30.9.4 4. Data Governance Balancing Innovation and Privacy
- Patient rights: Consent for AI training on data, ability to opt-out
 - Data sharing infrastructure: Secure, privacy-preserving methods for multi-institutional AI development
 - Benefit-sharing: When patient data used commercially, how should patients/institutions benefit?
 
30.9.5 5. Equity and Bias Mitigation
- Mandate diversity in training data: AI must be validated on populations where deployed
 - Monitor for disparate impact: Require reporting on performance across demographic groups
 - Discontinue biased AI: If bias unresolvable, don’t deploy
 
30.9.6 6. Workforce Training and AI Literacy
- Medical education: Integrate AI literacy into curricula (medical school, residency, CME)
 - Clinical guidelines: Professional societies develop standards for AI use in practice
 - Public education: Patients understand AI role in their care, can advocate for themselves
 
30.10 Conclusion
AI regulation and policy are evolving rapidly—adapting frameworks designed for static products to dynamic, learning systems. Challenges abound: unclear evidence standards, insufficient reimbursement, unsettled liability, complex data governance.

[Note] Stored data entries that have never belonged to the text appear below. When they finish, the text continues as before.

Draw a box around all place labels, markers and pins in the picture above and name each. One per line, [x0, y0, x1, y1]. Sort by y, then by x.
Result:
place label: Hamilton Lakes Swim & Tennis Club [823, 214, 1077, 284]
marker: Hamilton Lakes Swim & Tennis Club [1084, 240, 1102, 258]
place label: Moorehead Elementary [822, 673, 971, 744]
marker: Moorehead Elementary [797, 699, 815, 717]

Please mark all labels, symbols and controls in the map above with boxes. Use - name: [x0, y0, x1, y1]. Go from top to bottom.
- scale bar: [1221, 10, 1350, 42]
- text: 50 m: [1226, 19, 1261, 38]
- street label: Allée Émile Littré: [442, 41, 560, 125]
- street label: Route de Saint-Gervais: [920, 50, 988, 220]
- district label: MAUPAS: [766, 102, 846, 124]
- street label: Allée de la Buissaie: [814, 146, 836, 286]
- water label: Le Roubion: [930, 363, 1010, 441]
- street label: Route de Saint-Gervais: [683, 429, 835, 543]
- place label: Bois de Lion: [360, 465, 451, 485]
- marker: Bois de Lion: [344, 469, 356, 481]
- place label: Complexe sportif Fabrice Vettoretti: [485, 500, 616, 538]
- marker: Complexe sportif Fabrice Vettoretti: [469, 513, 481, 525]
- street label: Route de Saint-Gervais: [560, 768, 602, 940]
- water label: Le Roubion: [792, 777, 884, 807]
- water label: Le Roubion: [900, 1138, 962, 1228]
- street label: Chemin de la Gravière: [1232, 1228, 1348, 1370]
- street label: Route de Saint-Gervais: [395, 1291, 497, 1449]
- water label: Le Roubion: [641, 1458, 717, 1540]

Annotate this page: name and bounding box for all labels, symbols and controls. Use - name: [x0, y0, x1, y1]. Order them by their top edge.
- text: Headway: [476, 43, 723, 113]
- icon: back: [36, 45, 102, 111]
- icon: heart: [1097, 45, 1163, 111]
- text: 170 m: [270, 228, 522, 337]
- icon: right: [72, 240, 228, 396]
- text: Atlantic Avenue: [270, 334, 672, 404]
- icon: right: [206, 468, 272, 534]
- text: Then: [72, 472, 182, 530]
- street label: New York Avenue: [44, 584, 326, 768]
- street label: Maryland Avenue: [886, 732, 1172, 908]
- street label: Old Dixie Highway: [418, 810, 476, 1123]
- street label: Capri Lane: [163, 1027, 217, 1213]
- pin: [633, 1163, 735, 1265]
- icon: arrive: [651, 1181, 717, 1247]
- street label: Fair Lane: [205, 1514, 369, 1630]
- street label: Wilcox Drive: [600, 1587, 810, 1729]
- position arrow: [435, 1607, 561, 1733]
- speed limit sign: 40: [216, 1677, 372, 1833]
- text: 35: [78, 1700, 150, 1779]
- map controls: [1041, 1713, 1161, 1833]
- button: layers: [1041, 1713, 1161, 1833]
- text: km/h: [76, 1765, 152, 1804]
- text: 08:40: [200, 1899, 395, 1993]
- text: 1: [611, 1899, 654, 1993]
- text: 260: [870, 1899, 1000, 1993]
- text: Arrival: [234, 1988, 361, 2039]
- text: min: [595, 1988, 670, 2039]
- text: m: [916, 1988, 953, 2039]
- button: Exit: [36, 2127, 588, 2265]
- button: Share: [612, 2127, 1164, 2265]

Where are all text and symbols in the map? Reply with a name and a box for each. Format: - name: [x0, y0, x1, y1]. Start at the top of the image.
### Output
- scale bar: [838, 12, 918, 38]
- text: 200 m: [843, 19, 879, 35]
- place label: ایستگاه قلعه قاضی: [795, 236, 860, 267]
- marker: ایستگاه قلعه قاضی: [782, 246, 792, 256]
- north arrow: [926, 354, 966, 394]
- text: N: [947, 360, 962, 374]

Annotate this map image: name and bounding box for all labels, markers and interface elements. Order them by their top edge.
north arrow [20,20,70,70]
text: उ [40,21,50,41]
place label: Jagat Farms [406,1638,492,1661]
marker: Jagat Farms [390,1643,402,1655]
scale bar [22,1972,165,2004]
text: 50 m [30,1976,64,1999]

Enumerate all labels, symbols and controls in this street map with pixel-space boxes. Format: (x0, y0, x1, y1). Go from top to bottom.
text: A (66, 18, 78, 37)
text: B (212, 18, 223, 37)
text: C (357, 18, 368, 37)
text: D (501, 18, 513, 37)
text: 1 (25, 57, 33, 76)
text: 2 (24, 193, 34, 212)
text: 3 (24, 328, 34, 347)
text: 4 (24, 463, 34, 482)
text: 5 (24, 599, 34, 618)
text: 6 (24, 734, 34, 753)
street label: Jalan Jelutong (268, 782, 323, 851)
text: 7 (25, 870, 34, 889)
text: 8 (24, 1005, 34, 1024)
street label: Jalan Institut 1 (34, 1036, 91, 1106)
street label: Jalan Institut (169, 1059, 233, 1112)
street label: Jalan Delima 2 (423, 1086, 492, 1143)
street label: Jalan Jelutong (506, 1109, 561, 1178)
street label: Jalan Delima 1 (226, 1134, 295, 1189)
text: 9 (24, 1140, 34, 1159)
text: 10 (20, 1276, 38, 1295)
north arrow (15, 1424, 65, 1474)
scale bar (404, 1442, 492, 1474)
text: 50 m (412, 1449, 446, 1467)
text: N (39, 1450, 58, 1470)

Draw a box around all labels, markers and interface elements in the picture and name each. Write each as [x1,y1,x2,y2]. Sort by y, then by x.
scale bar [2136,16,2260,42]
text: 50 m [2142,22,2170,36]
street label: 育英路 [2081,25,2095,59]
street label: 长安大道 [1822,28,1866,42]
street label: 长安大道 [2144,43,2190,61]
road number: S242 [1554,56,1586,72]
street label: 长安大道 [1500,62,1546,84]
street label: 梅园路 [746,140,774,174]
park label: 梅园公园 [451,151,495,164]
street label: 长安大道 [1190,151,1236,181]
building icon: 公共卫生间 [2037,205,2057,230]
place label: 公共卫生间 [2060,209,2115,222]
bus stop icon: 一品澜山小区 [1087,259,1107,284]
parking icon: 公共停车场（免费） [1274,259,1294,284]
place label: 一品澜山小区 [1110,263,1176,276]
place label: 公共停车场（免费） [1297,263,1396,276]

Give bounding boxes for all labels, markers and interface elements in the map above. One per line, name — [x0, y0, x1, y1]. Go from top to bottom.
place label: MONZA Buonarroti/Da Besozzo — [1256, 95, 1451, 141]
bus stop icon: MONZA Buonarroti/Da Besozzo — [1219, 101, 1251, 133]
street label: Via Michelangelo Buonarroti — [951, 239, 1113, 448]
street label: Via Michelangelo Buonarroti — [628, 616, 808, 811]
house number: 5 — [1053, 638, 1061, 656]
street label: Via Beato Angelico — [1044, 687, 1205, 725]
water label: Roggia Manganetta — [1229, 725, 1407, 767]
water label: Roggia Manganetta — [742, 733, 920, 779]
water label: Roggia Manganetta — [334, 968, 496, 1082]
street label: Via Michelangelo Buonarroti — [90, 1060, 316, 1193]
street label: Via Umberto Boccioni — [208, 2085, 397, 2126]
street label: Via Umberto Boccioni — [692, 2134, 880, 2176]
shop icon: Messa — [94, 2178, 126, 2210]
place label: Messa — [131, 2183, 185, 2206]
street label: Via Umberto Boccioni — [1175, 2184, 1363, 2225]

Yet policy must evolve. The alternative—unregulated AI proliferation—risks patient harm, widening disparities, erosion of trust. Physicians have essential role shaping AI governance—as clinicians experiencing AI firsthand, as advocates for patients, as leaders in health systems and professional societies.
Key principles for AI policy: - Patient-centered: Prioritize safety, benefit, equity - Evidence-based: Demand rigorous validation, continuous monitoring - Transparent: Understand AI logic, limitations, failure modes - Accountable: Clear responsibility when AI errs - Equitable: Ensure AI benefits all, not just data-rich populations
Medicine stands at inflection point. The policies adopted in next few years will determine whether AI becomes force for good—improving diagnoses, personalizing treatments, reducing disparities—or force for harm—entrenching biases, profiting vendors at patients’ expense, replacing judgment with algorithms. Physicians must engage in policy debates, advocate for frameworks serving patients first, and ensure AI remains tool, not master.